[Task item]: When you return the lines below, go from the first through the line with "display:flex; gap:8px; padding:12px", keep them exact, and leave out every picture.

▬▬▬▬▬▬▬▬▬▬

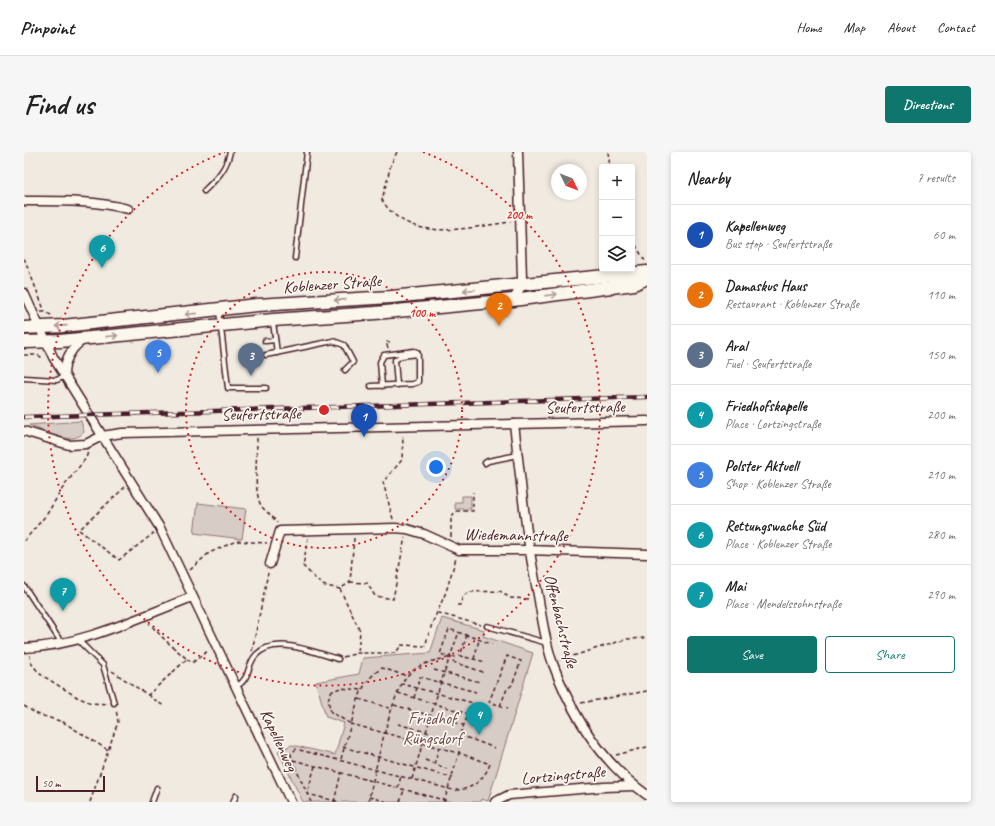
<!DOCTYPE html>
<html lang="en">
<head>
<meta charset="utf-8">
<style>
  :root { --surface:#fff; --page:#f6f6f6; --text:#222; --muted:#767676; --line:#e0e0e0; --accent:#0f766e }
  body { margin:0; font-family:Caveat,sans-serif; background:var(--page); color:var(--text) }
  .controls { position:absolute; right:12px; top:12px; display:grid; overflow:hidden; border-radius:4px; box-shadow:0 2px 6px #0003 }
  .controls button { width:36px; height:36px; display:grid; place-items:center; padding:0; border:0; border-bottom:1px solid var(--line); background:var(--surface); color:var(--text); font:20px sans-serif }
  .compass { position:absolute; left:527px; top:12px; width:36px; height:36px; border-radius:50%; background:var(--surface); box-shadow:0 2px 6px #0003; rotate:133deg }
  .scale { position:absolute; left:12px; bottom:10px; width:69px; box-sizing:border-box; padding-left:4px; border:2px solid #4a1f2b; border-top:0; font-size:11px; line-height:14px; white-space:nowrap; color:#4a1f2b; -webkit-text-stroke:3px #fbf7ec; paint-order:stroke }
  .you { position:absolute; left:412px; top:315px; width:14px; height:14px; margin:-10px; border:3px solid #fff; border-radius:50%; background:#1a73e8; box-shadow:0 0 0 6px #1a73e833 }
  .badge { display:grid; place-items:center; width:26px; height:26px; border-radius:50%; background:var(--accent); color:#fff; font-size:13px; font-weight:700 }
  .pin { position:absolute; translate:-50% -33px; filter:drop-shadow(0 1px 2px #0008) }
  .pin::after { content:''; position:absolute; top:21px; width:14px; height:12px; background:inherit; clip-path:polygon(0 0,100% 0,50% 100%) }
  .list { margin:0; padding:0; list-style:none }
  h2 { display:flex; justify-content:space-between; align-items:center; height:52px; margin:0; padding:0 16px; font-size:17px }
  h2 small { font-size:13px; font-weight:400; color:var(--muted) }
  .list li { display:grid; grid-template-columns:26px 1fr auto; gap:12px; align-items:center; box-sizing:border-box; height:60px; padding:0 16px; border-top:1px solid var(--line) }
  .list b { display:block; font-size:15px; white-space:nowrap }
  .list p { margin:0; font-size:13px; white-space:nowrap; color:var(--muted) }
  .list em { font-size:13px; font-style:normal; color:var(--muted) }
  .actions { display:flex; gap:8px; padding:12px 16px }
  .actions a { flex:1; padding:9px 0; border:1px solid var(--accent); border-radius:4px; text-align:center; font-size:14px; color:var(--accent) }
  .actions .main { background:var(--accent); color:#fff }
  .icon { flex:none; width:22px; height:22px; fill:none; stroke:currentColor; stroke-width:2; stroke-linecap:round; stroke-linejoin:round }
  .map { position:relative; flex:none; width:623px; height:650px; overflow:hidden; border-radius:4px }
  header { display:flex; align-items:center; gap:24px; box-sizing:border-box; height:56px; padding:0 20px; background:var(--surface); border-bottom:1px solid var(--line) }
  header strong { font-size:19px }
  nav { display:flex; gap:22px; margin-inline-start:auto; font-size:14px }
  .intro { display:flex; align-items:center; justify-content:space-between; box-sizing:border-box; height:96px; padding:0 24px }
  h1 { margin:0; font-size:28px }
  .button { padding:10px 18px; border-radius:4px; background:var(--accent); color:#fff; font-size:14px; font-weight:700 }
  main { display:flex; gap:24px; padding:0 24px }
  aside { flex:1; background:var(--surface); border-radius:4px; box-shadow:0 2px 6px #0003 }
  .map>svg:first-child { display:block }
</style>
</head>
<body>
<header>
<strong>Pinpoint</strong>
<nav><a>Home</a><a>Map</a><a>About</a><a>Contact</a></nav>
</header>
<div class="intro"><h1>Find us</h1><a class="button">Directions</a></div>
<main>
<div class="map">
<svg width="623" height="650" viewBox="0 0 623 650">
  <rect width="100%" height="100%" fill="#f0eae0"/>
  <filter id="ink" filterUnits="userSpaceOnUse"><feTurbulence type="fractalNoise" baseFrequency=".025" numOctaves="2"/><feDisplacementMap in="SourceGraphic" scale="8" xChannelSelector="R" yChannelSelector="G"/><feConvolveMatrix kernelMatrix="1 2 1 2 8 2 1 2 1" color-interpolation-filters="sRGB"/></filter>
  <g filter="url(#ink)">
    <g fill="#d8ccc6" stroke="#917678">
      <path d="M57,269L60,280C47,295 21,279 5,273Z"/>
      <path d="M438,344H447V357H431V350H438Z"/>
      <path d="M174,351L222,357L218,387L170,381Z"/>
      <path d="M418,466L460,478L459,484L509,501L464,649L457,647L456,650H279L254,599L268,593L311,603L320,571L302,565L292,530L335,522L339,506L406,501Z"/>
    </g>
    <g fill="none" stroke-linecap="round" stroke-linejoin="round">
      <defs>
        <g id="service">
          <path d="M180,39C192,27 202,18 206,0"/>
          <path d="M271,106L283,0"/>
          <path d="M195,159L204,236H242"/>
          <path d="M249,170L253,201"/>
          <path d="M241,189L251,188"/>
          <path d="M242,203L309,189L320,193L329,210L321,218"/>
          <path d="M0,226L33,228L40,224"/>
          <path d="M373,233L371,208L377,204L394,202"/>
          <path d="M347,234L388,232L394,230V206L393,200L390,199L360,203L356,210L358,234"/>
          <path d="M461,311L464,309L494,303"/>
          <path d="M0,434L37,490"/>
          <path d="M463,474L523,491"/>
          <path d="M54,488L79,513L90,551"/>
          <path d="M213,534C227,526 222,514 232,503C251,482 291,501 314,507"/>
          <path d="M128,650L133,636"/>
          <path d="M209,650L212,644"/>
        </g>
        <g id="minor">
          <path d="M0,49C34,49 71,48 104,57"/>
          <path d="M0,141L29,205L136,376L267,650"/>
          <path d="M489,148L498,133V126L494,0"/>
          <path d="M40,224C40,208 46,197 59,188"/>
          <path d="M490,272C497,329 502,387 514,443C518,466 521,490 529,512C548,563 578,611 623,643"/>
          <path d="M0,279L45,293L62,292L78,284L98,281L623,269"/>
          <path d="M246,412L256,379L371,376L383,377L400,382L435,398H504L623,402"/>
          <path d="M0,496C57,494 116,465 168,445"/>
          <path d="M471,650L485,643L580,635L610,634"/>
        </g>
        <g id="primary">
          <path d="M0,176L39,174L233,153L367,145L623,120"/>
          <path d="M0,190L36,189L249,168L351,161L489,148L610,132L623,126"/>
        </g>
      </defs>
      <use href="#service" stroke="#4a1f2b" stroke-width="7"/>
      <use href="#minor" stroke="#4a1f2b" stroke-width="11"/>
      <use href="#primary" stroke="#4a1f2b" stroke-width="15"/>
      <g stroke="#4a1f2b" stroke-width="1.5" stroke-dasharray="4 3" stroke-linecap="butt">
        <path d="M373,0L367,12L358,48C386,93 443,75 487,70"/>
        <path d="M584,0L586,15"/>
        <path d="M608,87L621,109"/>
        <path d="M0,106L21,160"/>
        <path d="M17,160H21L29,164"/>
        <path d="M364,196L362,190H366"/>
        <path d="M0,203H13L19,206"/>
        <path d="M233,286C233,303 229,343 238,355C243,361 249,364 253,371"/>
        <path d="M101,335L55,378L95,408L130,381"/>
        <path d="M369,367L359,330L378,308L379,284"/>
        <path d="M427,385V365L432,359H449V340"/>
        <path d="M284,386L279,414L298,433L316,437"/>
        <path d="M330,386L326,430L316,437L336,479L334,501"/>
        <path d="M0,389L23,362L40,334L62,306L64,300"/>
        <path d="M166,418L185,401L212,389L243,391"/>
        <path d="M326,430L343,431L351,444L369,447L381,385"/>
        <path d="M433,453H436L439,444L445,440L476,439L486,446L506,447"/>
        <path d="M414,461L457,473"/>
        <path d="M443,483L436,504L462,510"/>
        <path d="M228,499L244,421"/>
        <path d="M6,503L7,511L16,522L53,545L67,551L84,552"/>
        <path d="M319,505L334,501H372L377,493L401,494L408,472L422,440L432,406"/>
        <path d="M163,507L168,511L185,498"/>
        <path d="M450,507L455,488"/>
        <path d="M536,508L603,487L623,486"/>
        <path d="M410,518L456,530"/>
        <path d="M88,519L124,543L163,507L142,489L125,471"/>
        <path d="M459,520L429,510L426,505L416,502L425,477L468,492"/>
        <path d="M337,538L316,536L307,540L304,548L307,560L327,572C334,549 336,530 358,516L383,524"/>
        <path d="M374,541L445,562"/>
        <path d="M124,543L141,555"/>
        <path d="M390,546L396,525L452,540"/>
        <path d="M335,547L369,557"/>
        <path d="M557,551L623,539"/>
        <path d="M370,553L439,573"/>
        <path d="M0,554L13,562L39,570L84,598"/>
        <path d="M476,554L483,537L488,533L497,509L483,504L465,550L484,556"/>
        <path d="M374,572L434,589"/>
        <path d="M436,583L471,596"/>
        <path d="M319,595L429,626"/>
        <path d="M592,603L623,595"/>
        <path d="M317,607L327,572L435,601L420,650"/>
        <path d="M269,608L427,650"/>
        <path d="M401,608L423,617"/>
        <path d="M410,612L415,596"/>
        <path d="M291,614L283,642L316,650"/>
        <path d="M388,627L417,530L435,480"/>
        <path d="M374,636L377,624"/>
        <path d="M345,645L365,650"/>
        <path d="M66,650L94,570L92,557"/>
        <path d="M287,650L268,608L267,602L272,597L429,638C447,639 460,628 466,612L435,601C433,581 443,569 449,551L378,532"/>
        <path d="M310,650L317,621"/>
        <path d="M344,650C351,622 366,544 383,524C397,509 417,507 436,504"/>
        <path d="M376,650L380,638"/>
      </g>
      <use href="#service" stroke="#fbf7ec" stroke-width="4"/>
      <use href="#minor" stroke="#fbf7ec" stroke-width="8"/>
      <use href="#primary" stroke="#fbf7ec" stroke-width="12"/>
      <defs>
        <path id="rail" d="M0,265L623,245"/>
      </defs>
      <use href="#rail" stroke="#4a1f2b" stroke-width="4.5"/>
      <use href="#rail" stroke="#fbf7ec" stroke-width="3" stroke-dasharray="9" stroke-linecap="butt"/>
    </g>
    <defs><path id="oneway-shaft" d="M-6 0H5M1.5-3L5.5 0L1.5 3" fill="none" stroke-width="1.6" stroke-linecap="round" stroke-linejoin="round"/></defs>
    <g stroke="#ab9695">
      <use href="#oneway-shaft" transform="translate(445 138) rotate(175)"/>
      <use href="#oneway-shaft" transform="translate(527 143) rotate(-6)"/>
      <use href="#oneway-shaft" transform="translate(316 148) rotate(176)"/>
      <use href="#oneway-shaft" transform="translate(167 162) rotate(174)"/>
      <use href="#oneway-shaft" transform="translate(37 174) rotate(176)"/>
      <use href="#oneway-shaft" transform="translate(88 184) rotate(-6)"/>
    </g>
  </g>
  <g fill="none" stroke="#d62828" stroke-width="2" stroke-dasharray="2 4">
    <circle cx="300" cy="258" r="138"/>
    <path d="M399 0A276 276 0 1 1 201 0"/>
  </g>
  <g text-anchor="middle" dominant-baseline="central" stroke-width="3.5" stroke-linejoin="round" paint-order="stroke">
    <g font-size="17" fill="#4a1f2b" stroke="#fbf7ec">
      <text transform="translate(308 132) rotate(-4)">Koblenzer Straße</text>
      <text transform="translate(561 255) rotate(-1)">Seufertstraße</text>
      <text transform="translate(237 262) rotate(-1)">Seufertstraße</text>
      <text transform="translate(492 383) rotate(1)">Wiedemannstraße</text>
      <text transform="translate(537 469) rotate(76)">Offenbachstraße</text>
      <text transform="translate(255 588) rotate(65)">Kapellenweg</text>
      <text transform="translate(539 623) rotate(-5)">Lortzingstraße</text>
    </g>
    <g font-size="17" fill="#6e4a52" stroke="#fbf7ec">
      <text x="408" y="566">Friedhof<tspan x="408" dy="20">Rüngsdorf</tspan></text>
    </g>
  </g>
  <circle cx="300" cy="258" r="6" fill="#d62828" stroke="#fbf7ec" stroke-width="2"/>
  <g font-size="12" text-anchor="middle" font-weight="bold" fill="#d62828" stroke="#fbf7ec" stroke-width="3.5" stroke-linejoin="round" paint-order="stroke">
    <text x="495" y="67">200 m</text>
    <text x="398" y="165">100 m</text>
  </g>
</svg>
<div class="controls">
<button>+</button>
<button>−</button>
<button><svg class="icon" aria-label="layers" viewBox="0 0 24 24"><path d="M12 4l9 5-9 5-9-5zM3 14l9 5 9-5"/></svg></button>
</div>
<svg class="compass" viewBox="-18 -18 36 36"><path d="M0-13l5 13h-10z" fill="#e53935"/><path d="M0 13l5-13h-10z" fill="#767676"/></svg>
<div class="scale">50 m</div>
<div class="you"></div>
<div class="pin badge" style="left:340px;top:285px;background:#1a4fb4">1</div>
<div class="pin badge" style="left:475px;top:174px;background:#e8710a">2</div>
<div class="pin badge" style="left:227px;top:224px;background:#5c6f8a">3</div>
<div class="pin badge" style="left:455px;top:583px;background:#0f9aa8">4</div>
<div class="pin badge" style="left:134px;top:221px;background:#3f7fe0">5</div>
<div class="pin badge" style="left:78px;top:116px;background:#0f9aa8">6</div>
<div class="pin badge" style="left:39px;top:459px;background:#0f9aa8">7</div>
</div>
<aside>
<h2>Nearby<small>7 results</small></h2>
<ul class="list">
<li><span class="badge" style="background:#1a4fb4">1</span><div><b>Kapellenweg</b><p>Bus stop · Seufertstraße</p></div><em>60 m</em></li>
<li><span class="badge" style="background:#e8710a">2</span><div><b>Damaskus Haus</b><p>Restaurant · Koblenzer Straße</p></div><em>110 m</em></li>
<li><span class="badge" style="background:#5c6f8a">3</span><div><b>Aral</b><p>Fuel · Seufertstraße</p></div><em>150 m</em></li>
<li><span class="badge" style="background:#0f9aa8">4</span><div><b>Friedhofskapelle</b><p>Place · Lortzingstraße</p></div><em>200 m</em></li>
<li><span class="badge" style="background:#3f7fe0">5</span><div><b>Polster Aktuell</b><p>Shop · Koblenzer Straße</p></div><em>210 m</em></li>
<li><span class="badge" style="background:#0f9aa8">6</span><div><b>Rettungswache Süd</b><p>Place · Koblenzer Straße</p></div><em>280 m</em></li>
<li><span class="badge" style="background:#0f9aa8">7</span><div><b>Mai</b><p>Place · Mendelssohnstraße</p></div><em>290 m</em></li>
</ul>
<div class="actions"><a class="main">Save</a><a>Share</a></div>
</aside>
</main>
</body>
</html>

▬▬▬▬▬▬▬▬▬▬

[Written answer]:
<!DOCTYPE html>
<html lang="en">
<head>
<meta charset="utf-8">
<style>
  :root { --surface:#fff; --page:#f6f6f6; --text:#222; --muted:#767676; --line:#e0e0e0; --accent:#0f766e }
  body { margin:0; font-family:Caveat,sans-serif; background:var(--page); color:var(--text) }
  .controls { position:absolute; right:12px; top:12px; display:grid; overflow:hidden; border-radius:4px; box-shadow:0 2px 6px #0003 }
  .controls button { width:36px; height:36px; display:grid; place-items:center; padding:0; border:0; border-bottom:1px solid var(--line); background:var(--surface); color:var(--text); font:20px sans-serif }
  .compass { position:absolute; left:527px; top:12px; width:36px; height:36px; border-radius:50%; background:var(--surface); box-shadow:0 2px 6px #0003; rotate:133deg }
  .scale { position:absolute; left:12px; bottom:10px; width:69px; box-sizing:border-box; padding-left:4px; border:2px solid #4a1f2b; border-top:0; font-size:11px; line-height:14px; white-space:nowrap; color:#4a1f2b; -webkit-text-stroke:3px #fbf7ec; paint-order:stroke }
  .you { position:absolute; left:412px; top:315px; width:14px; height:14px; margin:-10px; border:3px solid #fff; border-radius:50%; background:#1a73e8; box-shadow:0 0 0 6px #1a73e833 }
  .badge { display:grid; place-items:center; width:26px; height:26px; border-radius:50%; background:var(--accent); color:#fff; font-size:13px; font-weight:700 }
  .pin { position:absolute; translate:-50% -33px; filter:drop-shadow(0 1px 2px #0008) }
  .pin::after { content:''; position:absolute; top:21px; width:14px; height:12px; background:inherit; clip-path:polygon(0 0,100% 0,50% 100%) }
  .list { margin:0; padding:0; list-style:none }
  h2 { display:flex; justify-content:space-between; align-items:center; height:52px; margin:0; padding:0 16px; font-size:17px }
  h2 small { font-size:13px; font-weight:400; color:var(--muted) }
  .list li { display:grid; grid-template-columns:26px 1fr auto; gap:12px; align-items:center; box-sizing:border-box; height:60px; padding:0 16px; border-top:1px solid var(--line) }
  .list b { display:block; font-size:15px; white-space:nowrap }
  .list p { margin:0; font-size:13px; white-space:nowrap; color:var(--muted) }
  .list em { font-size:13px; font-style:normal; color:var(--muted) }
  .actions { display:flex; gap:8px; padding:12px 16px }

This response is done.